* **Task**: State the number of lines in the entries below where the string "canvas" occurs, and omit everything else.

* **Material supplied**:

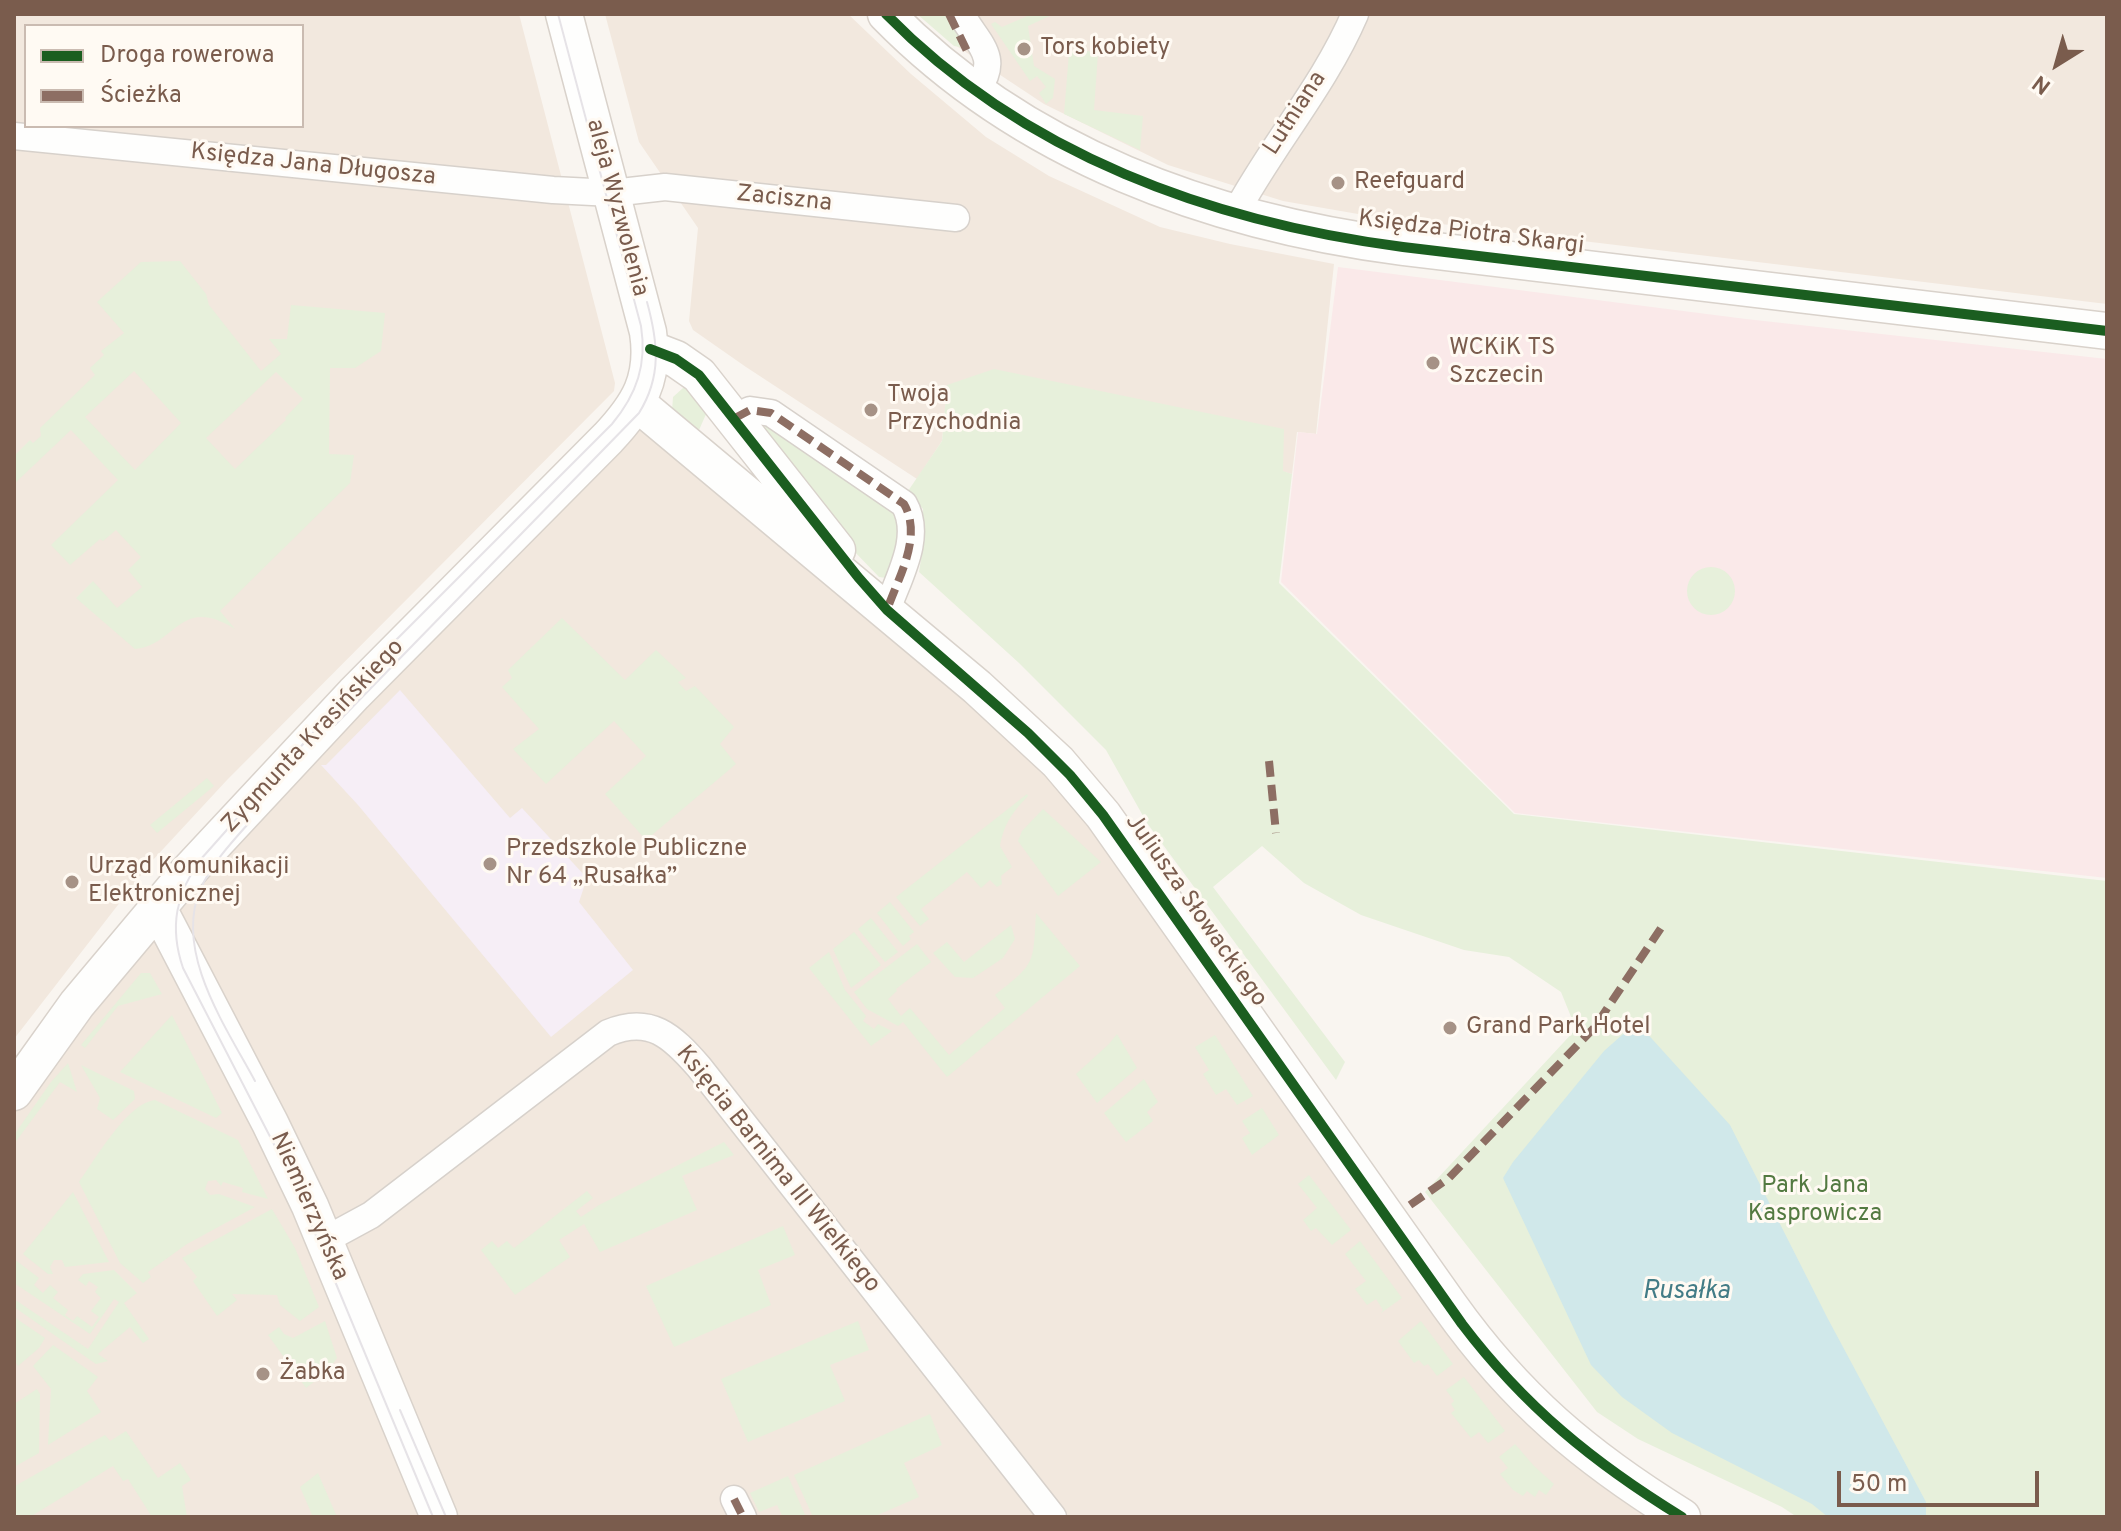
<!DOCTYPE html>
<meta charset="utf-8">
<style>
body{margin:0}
#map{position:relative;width:2121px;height:1531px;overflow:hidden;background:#f9f5f0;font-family:Overpass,sans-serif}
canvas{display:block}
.frame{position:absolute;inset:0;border:16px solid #7a5c4d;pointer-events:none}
.legend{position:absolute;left:24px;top:24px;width:280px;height:104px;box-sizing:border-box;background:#fffaf3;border:2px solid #cabbb1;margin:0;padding:10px 14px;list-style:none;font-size:24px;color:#7a5c4d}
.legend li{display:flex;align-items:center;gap:16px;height:40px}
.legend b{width:40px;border:2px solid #cabbb1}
.north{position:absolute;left:2017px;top:24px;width:80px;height:80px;-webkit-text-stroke:6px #fffaf3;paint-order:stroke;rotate:217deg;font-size:22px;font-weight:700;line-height:32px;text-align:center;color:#7a5c4d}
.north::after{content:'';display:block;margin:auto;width:28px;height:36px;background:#7a5c4d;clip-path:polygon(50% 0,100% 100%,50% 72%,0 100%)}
.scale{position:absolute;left:1837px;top:1471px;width:202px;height:36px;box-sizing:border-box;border:4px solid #7a5c4d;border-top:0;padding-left:10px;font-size:24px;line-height:28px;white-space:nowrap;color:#7a5c4d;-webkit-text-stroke:6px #fffaf3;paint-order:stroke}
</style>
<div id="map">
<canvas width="2121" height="1531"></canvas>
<div class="frame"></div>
<ul class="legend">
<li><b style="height:10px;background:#1b5e20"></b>Droga rowerowa</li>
<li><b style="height:10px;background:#8d6e63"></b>Ścieżka</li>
</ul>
<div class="north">N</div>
<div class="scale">50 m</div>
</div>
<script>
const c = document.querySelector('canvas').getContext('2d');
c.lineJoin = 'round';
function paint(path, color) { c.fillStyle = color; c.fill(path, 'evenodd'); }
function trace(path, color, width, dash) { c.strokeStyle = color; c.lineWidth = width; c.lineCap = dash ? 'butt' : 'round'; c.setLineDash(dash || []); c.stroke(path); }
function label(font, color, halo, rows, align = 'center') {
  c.font = font + ' Overpass,sans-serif'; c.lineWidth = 6; c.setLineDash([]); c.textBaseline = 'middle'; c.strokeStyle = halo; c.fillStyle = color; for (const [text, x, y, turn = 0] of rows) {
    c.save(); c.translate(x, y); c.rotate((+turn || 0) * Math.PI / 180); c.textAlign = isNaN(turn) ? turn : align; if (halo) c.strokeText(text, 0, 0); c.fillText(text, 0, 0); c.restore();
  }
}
paint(new Path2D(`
 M 14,14 L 519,14 L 615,383 L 614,391 L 227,780 L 152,861 L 14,1039 ZM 26,26 L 302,26 L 302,126 L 26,126 Z
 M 605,14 L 848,14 L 911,74 L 986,137 L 1049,176 L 1160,227 L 1230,244 L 1334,264 L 1316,434 L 1297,432 L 1292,474 L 947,389 L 942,441 L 917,479 L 746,367 L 693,330 L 689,321 L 698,228 L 639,142 Z
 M 920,14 L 2107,14 L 2107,304 L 1358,214 L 1283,201 L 1168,165 L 1044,104 L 958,47 Z
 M 637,410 L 1052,769 L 1377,1218 L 1665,1517 L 442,1517 L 163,904 Z
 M 157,912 L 436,1517 L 14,1517 L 14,1102 Z`), '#f2e8de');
paint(new Path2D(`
 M 400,690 L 510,818 L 522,808 L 587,878 L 579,902 L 633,970 L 551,1037 L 358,805 L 321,765 L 326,765 Z`), '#f6eef6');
paint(new Path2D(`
 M 1338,267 L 1746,319 L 2107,359 L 2107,878 L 1515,813 L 1281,582 L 1298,432 L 1317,434 Z`), '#fae9e9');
paint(new Path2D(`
 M 917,14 L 952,14 L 971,49 L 954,46 Z
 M 1032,14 L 1054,14 L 1028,26 L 1034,66 L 1055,79 L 1053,98 L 1046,104 L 1039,93 L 1046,87 L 1037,76 L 1030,81 L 991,24 L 995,22 L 1002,27 Z
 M 1077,49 L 1098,53 L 1094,110 L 1143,116 L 1140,150 L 1064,114 L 1069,53 Z
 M 180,261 L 206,294 L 209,305 L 261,371 L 281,354 L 269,339 L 287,339 L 291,305 L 385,313 L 381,351 L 355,368 L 330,368 L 329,454 L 354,455 L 350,483 L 220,611 L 235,629 C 180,594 175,646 135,649 L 76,598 L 93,581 L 117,608 L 142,587 L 128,570 L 141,557 L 116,530 L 103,541 L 100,539 L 70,565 L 51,545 L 118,480 L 71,430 L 14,484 L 14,456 L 30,440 L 33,443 L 41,436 L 40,428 L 95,375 L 90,368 L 104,355 L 101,351 L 124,333 L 97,302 L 141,262 ZM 134,371 L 181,423 L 135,470 L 85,417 ZM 276,372 L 303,399 L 285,418 L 286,420 L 235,469 L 206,438 Z
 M 994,369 L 1284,429 L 1283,471 L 1292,474 L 1279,583 L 1514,814 L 2107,881 L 2107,1517 L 1797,1517 L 1782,1507 L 1638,1439 L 1597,1412 L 1425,1192 L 1576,1029 L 1561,992 L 1509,957 L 1464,950 L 1361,915 L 1304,883 L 1262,846 L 1213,887 L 1345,1062 L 1336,1080 L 1147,823 L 1106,750 L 1019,663 L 919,572 L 922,553 L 923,509 L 908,491 L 942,441 L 947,385 Z
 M 683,388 L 693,388 L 710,405 L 696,437 L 672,411 L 673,397 Z
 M 763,419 L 888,500 L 905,532 L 886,578 L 879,577 L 850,547 L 758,421 Z
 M1687 591a24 24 0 1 1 48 0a24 24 0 1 1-48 0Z
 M 562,618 L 625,680 L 656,650 L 686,678 L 678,682 L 686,691 L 695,686 L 734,727 L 720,744 L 736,764 L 646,840 L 605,794 L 646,756 L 614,721 L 546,784 L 513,749 L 539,729 L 502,687 L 512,678 L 508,670 Z
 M 207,778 L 214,786 L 157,833 L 150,825 Z
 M 1027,794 L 1028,796 C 1013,812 1004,823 1000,846 L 1012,867 L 1001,876 L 1002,884 L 997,887 L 990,880 L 981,888 L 967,872 L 921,909 L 929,919 L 920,926 L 896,897 Z
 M 1043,809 L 1101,862 L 1058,896 L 1018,841 L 1022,831 Z
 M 890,902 L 914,932 L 909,936 L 911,939 L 903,946 L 877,913 Z
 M 1036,913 L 1080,966 L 947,1077 L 903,1022 L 898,1026 L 867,1009 L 854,992 L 917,944 L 931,962 L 896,989 L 897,991 L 888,999 L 901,1016 L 910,1008 L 949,1055 L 1005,1008 L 995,995 C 1036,963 1033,964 1036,913 Z
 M 871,918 L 898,952 L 885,962 L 858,929 Z
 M 1011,925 L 1015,939 L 1003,958 L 973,978 L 955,977 L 933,953 L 947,942 L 964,962 Z
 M 854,932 L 881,965 L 851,988 L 833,949 Z
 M 829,952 L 845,990 L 866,1016 L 863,1021 L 874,1029 L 878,1024 L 892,1031 L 871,1046 L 809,968 Z
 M 141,973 L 150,973 L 162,994 L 118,1006 L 85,1048 L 81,1045 Z
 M 172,1015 L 222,1113 L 216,1118 L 120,1072 Z
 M 1117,1034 L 1137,1068 L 1097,1103 L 1076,1074 L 1109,1044 Z
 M 1215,1035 L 1253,1096 L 1237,1105 L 1226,1089 L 1216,1095 L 1203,1074 L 1209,1070 L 1195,1047 Z
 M 68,1063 L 77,1092 L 60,1082 L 14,1144 L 14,1135 L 51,1082 Z
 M 81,1065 L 134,1091 L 135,1099 L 113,1120 L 97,1109 L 100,1098 Z
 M 1144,1079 L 1158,1102 L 1147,1112 L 1153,1121 L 1126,1142 L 1104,1113 Z
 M 155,1100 L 238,1140 L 268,1199 L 242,1192 L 243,1188 L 223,1182 L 221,1186 L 216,1180 L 208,1181 L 205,1189 L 210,1195 L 219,1194 L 255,1207 L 187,1244 L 148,1272 L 151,1277 L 143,1283 L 120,1263 L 79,1182 C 95,1160 127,1103 155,1100 Z
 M 1262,1108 L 1279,1135 L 1252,1155 L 1242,1138 L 1250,1133 L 1242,1121 Z
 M 724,1142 L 734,1155 L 682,1176 L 697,1210 L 600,1252 L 584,1224 L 559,1240 L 570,1257 L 515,1295 L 481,1250 L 492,1241 L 498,1248 L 507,1241 L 514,1248 L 587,1191 L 593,1198 L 576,1211 L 581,1217 L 599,1205 Z
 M 1309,1175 L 1351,1230 L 1332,1245 L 1316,1228 L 1311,1231 L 1303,1220 L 1317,1208 L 1298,1184 Z
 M 73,1192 L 109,1262 L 65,1267 L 62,1260 L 54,1260 L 50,1267 L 53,1274 L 48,1274 L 23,1254 Z
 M 272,1209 L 295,1248 L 319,1307 L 300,1321 L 280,1305 L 277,1295 L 232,1294 L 237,1300 L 217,1316 L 193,1281 L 197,1277 L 182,1258 Z
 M 783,1226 L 795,1255 L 758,1270 L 771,1305 L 674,1347 L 646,1286 Z
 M 1360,1241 L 1402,1298 L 1381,1313 L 1383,1310 L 1376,1299 L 1367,1305 L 1355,1289 L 1366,1281 L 1345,1254 Z
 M 14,1259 L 39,1278 L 34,1285 L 43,1293 L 50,1285 L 58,1292 L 53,1298 L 68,1310 L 65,1315 L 73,1321 L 77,1316 L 92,1327 L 99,1317 L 91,1311 L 101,1298 L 95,1292 L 98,1287 L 89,1281 L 86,1286 L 78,1280 L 83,1274 L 114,1270 L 137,1293 L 124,1303 L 149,1339 L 143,1343 L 130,1327 L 98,1354 L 108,1361 L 96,1364 L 14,1307 L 14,1299 L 88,1349 L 119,1302 L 114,1299 L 90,1334 L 14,1283 Z
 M 14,1317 L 45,1338 L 39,1348 L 18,1366 L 14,1360 Z
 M 325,1321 L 337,1358 L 328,1371 L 306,1388 L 268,1335 L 279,1327 L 284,1334 L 293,1338 Z
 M 858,1321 L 869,1350 L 830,1365 L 845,1401 L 748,1442 L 721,1379 Z
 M 1421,1321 L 1453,1364 L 1437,1376 L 1428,1364 L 1424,1366 L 1419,1360 L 1414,1363 L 1398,1341 Z
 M 53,1345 L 98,1377 L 87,1391 L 101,1412 L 48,1445 L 51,1389 L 33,1366 Z
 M 1464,1377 L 1505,1431 L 1488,1443 L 1479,1432 L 1471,1438 L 1451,1413 L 1455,1410 L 1451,1404 L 1454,1401 L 1446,1390 Z
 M 37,1389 L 40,1394 L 39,1453 L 14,1467 L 14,1404 Z
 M 930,1414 L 942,1445 L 904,1463 L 919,1497 L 873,1517 L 813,1517 L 794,1475 Z
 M 126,1431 L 158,1478 L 180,1463 L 191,1480 L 182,1486 L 187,1517 L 152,1517 L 128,1479 L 123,1481 L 113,1466 L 30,1517 L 14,1517 L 15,1486 L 105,1435 L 110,1441 Z
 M 1515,1444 L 1534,1466 L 1554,1484 L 1546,1495 L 1539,1490 L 1535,1497 L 1527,1491 L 1523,1496 L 1513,1490 L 1500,1474 L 1508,1468 L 1499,1457 Z
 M 318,1473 L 337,1517 L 313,1517 L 300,1487 Z
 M 788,1476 L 806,1517 L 783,1517 L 777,1505 L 759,1512 L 750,1493 Z`), '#e7f0db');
paint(new Path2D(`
 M 1630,1028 L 1643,1029 L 1730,1125 L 1828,1319 L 1926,1502 L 1926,1517 L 1828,1517 L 1812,1504 L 1672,1433 L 1622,1397 L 1591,1365 L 1503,1178 L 1513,1162 L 1604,1051 Z`), '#d0e8ea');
const street = new Path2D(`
 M 961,14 C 978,44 1001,57 977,90
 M 14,136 L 553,190 L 612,193 L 665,187 L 956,218
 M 1235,214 C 1272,145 1324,86 1355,14
 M 735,418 L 750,410 L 771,413 L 904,504 C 923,537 898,578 887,610
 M 325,1240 L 371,1215 L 608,1033 C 650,1015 672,1036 699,1067 L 1053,1517
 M 734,1499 L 743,1517`);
const secondary = new Path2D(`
 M 886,14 C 1024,155 1212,222 1403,247 L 2107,331
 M 650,349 L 676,359 L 699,375 L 837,550
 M 637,403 L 977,687 L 1058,762 L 1103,815 L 1449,1305 C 1516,1399 1585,1457 1682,1517
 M 157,906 L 270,1123 L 310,1206 L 439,1517
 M 14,1092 L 77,1004 L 187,873 L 354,694 L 608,438 C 639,405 655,379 648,332 L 564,14`);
trace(street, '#d7d1cb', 29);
trace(secondary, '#d9d2cb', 39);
trace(street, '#fefefd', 26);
trace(secondary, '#fefefd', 36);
trace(new Path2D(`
 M 335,725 L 639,413 C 662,376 658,342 647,302
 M 248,824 C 230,844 211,865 200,890 C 174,953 226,1027 255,1081
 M 400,1410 L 446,1517
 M 433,1517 L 312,1226 L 279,1154 L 183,968 C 169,927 176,893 201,859 L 391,645 L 612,424 C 637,394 647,364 641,326 L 558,14`), '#e6e3e7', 2);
trace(new Path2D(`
 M 949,14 L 968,53
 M 735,418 L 750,410 L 771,413 L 904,504 C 923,537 898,578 887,610
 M 1269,761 L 1276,833
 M 1410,1205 L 1449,1178 L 1594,1028 L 1663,925
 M 734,1499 L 743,1517`), '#8d6e63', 8, [16, 8]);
trace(new Path2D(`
 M 886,14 C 1024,155 1212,222 1403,247 L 2107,331
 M 650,349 L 676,359 L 699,375 L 858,577 L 887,610 L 1028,733 L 1070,775 L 1103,815 L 1462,1324 C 1525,1407 1594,1463 1682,1517`), '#1b5e20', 10);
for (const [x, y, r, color] of [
 [1024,49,8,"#a69286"],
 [1338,183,8,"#a69286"],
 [1433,363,8,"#a69286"],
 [871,410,8,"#a69286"],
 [490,864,8,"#a69286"],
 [72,882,8,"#a69286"],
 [1450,1028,8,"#a69286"],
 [263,1374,8,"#a69286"]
]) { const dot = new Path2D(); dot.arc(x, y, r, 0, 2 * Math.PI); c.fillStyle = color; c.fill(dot); trace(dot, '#fffaf3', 3); }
label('24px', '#7a5c4d', '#fffaf3', [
 ["Tors kobiety",1040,49],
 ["Reefguard",1354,183],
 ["WCKiK TS",1449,349],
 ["Szczecin",1449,377],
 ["Twoja",887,396],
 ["Przychodnia",887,424],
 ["Przedszkole Publiczne",506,850],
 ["Nr 64 „Rusałka”",506,878],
 ["Urząd Komunikacji",88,868],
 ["Elektronicznej",88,896],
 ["Grand Park Hotel",1466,1028],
 ["Żabka",279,1374]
], 'left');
label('24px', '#7a5c4d', '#fffaf3', [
 ["Lutniana",1296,114,-57],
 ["Księdza Jana Długosza",313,166,6],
 ["Zaciszna",784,200,6],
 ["aleja Wyzwolenia",616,208,75],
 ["Księdza Piotra Skargi",1471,234,7],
 ["Zygmunta Krasińskiego",314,737,-47],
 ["Juliusza Słowackiego",1195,911,55],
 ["Księcia Barnima III Wielkiego",777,1170,51],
 ["Niemierzyńska",308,1207,66]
]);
label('24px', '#537a41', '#fffaf3', [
 ["Park Jana",1815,1187],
 ["Kasprowicza",1815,1215]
]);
label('italic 26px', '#437c86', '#fffaf3', [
 ["Rusałka",1686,1293]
]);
</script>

* **Answer to the problem**: 3